* **The problem**
Set down the records once more, please, exactly and with the pictures left out.

* **Data records**

%%

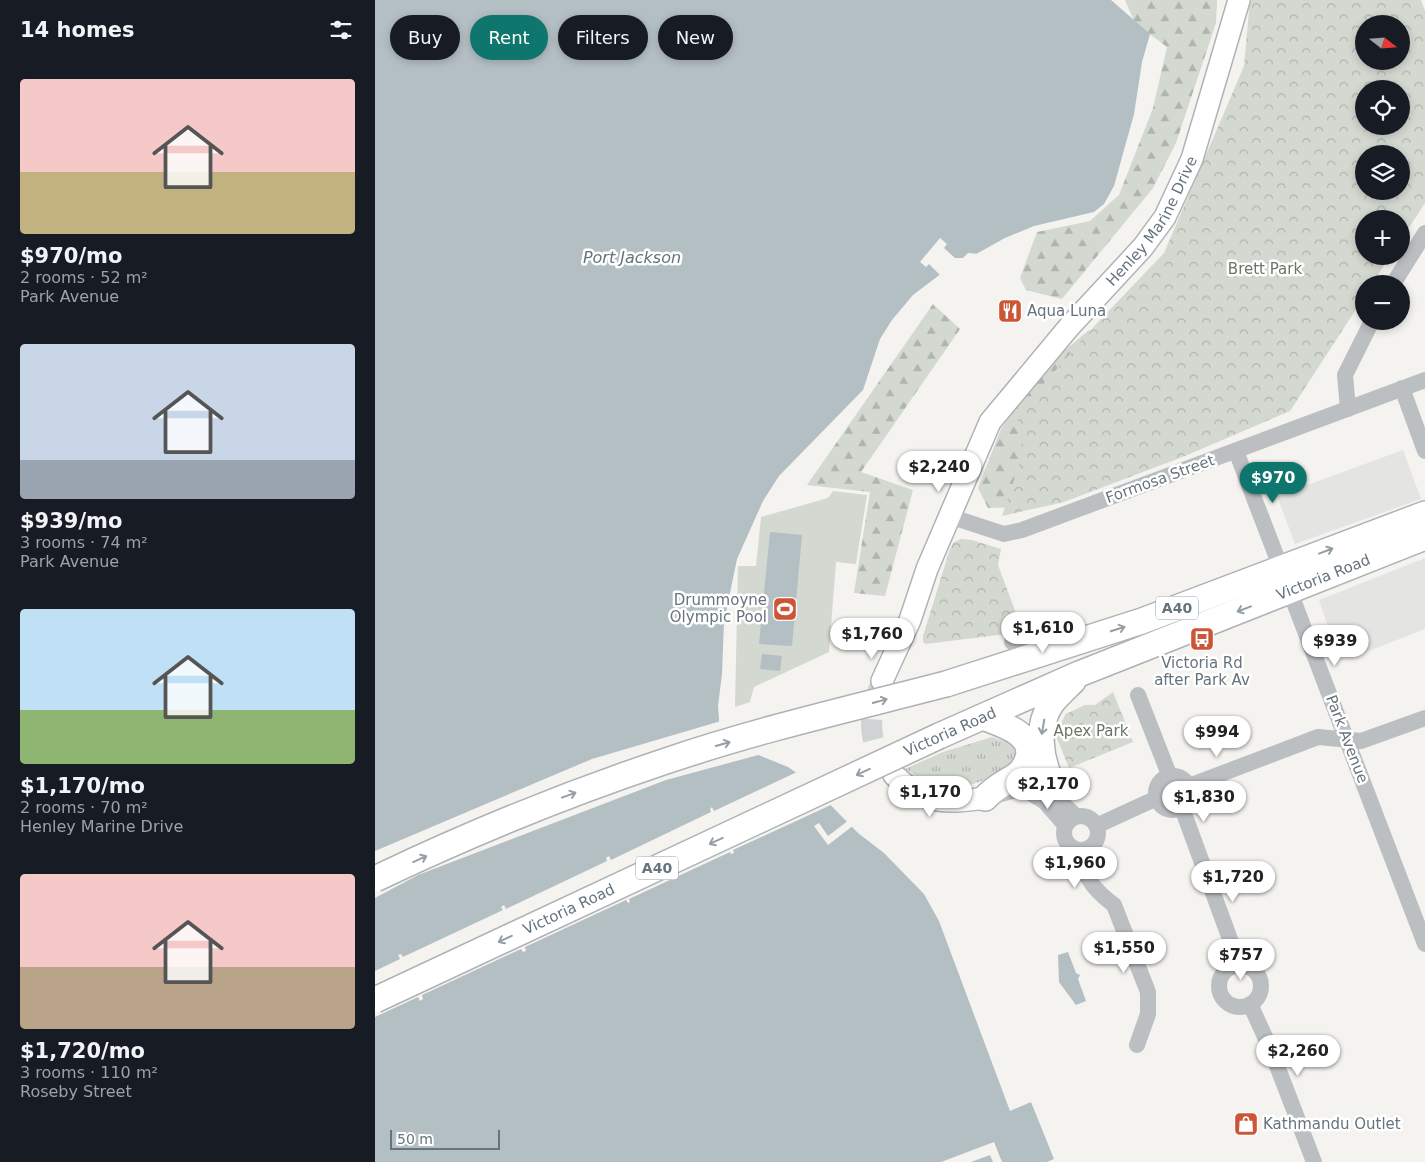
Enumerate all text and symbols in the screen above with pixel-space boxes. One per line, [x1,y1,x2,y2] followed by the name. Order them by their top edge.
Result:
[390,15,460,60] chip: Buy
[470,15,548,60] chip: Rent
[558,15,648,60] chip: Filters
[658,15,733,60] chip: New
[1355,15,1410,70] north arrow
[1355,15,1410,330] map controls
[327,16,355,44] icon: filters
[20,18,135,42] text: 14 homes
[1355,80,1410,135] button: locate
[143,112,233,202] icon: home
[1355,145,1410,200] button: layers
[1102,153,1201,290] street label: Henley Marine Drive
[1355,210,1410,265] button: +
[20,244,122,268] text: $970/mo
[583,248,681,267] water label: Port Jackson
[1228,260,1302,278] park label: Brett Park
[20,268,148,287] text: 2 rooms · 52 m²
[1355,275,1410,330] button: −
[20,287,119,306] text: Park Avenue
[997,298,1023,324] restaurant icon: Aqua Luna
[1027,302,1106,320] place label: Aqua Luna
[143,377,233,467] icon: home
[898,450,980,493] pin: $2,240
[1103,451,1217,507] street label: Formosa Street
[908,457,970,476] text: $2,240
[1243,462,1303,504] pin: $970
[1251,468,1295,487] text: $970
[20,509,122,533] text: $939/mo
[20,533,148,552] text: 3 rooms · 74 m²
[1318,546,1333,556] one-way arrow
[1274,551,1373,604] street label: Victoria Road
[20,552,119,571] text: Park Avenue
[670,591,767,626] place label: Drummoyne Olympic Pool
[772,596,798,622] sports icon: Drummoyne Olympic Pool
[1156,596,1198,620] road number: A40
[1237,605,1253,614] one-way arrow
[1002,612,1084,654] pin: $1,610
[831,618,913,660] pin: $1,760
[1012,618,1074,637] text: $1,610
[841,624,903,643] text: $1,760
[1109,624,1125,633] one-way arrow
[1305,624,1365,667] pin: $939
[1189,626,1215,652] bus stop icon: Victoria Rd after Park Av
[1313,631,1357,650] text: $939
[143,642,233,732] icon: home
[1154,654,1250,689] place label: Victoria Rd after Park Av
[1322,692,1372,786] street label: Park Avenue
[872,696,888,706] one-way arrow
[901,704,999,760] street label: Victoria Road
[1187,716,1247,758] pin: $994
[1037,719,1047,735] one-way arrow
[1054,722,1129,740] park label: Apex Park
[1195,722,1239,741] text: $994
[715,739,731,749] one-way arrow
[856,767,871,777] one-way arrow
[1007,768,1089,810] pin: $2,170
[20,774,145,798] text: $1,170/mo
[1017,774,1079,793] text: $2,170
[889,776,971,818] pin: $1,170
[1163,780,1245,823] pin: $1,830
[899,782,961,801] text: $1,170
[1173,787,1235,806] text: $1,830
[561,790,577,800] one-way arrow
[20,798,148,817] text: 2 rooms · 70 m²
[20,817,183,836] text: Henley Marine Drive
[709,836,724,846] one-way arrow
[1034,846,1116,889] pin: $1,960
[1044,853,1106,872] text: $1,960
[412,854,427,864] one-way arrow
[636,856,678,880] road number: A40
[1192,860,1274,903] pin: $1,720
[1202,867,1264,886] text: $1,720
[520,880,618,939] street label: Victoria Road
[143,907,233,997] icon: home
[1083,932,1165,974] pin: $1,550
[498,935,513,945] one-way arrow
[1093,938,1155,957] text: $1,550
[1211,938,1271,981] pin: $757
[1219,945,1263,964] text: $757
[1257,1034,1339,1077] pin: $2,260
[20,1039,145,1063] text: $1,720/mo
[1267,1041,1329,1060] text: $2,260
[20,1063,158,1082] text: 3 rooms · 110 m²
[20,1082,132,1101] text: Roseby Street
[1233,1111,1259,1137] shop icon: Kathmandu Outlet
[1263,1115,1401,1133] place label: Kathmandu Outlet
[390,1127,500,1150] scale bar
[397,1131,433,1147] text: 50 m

%%

* **Result**
Enumerate all text and symbols in the screen above with pixel-space boxes. One per line, [x1,y1,x2,y2] followed by the name. Order them by their top edge.
Result:
[390,15,460,60] chip: Buy
[470,15,548,60] chip: Rent
[558,15,648,60] chip: Filters
[658,15,733,60] chip: New
[1355,15,1410,70] north arrow
[1355,15,1410,330] map controls
[327,16,355,44] icon: filters
[20,18,135,42] text: 14 homes
[1355,80,1410,135] button: locate
[143,112,233,202] icon: home
[1355,145,1410,200] button: layers
[1102,153,1201,290] street label: Henley Marine Drive
[1355,210,1410,265] button: +
[20,244,122,268] text: $970/mo
[583,248,681,267] water label: Port Jackson
[1228,260,1302,278] park label: Brett Park
[20,268,148,287] text: 2 rooms · 52 m²
[1355,275,1410,330] button: −
[20,287,119,306] text: Park Avenue
[997,298,1023,324] restaurant icon: Aqua Luna
[1027,302,1106,320] place label: Aqua Luna
[143,377,233,467] icon: home
[898,450,980,493] pin: $2,240
[1103,451,1217,507] street label: Formosa Street
[908,457,970,476] text: $2,240
[1243,462,1303,504] pin: $970
[1251,468,1295,487] text: $970
[20,509,122,533] text: $939/mo
[20,533,148,552] text: 3 rooms · 74 m²
[1318,546,1333,556] one-way arrow
[1274,551,1373,604] street label: Victoria Road
[20,552,119,571] text: Park Avenue
[670,591,767,626] place label: Drummoyne Olympic Pool
[772,596,798,622] sports icon: Drummoyne Olympic Pool
[1156,596,1198,620] road number: A40
[1237,605,1253,614] one-way arrow
[1002,612,1084,654] pin: $1,610
[831,618,913,660] pin: $1,760
[1012,618,1074,637] text: $1,610
[841,624,903,643] text: $1,760
[1109,624,1125,633] one-way arrow
[1305,624,1365,667] pin: $939
[1189,626,1215,652] bus stop icon: Victoria Rd after Park Av
[1313,631,1357,650] text: $939
[143,642,233,732] icon: home
[1154,654,1250,689] place label: Victoria Rd after Park Av
[1322,692,1372,786] street label: Park Avenue
[872,696,888,706] one-way arrow
[901,704,999,760] street label: Victoria Road
[1187,716,1247,758] pin: $994
[1037,719,1047,735] one-way arrow
[1054,722,1129,740] park label: Apex Park
[1195,722,1239,741] text: $994
[715,739,731,749] one-way arrow
[856,767,871,777] one-way arrow
[1007,768,1089,810] pin: $2,170
[20,774,145,798] text: $1,170/mo
[1017,774,1079,793] text: $2,170
[889,776,971,818] pin: $1,170
[1163,780,1245,823] pin: $1,830
[899,782,961,801] text: $1,170
[1173,787,1235,806] text: $1,830
[561,790,577,800] one-way arrow
[20,798,148,817] text: 2 rooms · 70 m²
[20,817,183,836] text: Henley Marine Drive
[709,836,724,846] one-way arrow
[1034,846,1116,889] pin: $1,960
[1044,853,1106,872] text: $1,960
[412,854,427,864] one-way arrow
[636,856,678,880] road number: A40
[1192,860,1274,903] pin: $1,720
[1202,867,1264,886] text: $1,720
[520,880,618,939] street label: Victoria Road
[143,907,233,997] icon: home
[1083,932,1165,974] pin: $1,550
[498,935,513,945] one-way arrow
[1093,938,1155,957] text: $1,550
[1211,938,1271,981] pin: $757
[1219,945,1263,964] text: $757
[1257,1034,1339,1077] pin: $2,260
[20,1039,145,1063] text: $1,720/mo
[1267,1041,1329,1060] text: $2,260
[20,1063,158,1082] text: 3 rooms · 110 m²
[20,1082,132,1101] text: Roseby Street
[1233,1111,1259,1137] shop icon: Kathmandu Outlet
[1263,1115,1401,1133] place label: Kathmandu Outlet
[390,1127,500,1150] scale bar
[397,1131,433,1147] text: 50 m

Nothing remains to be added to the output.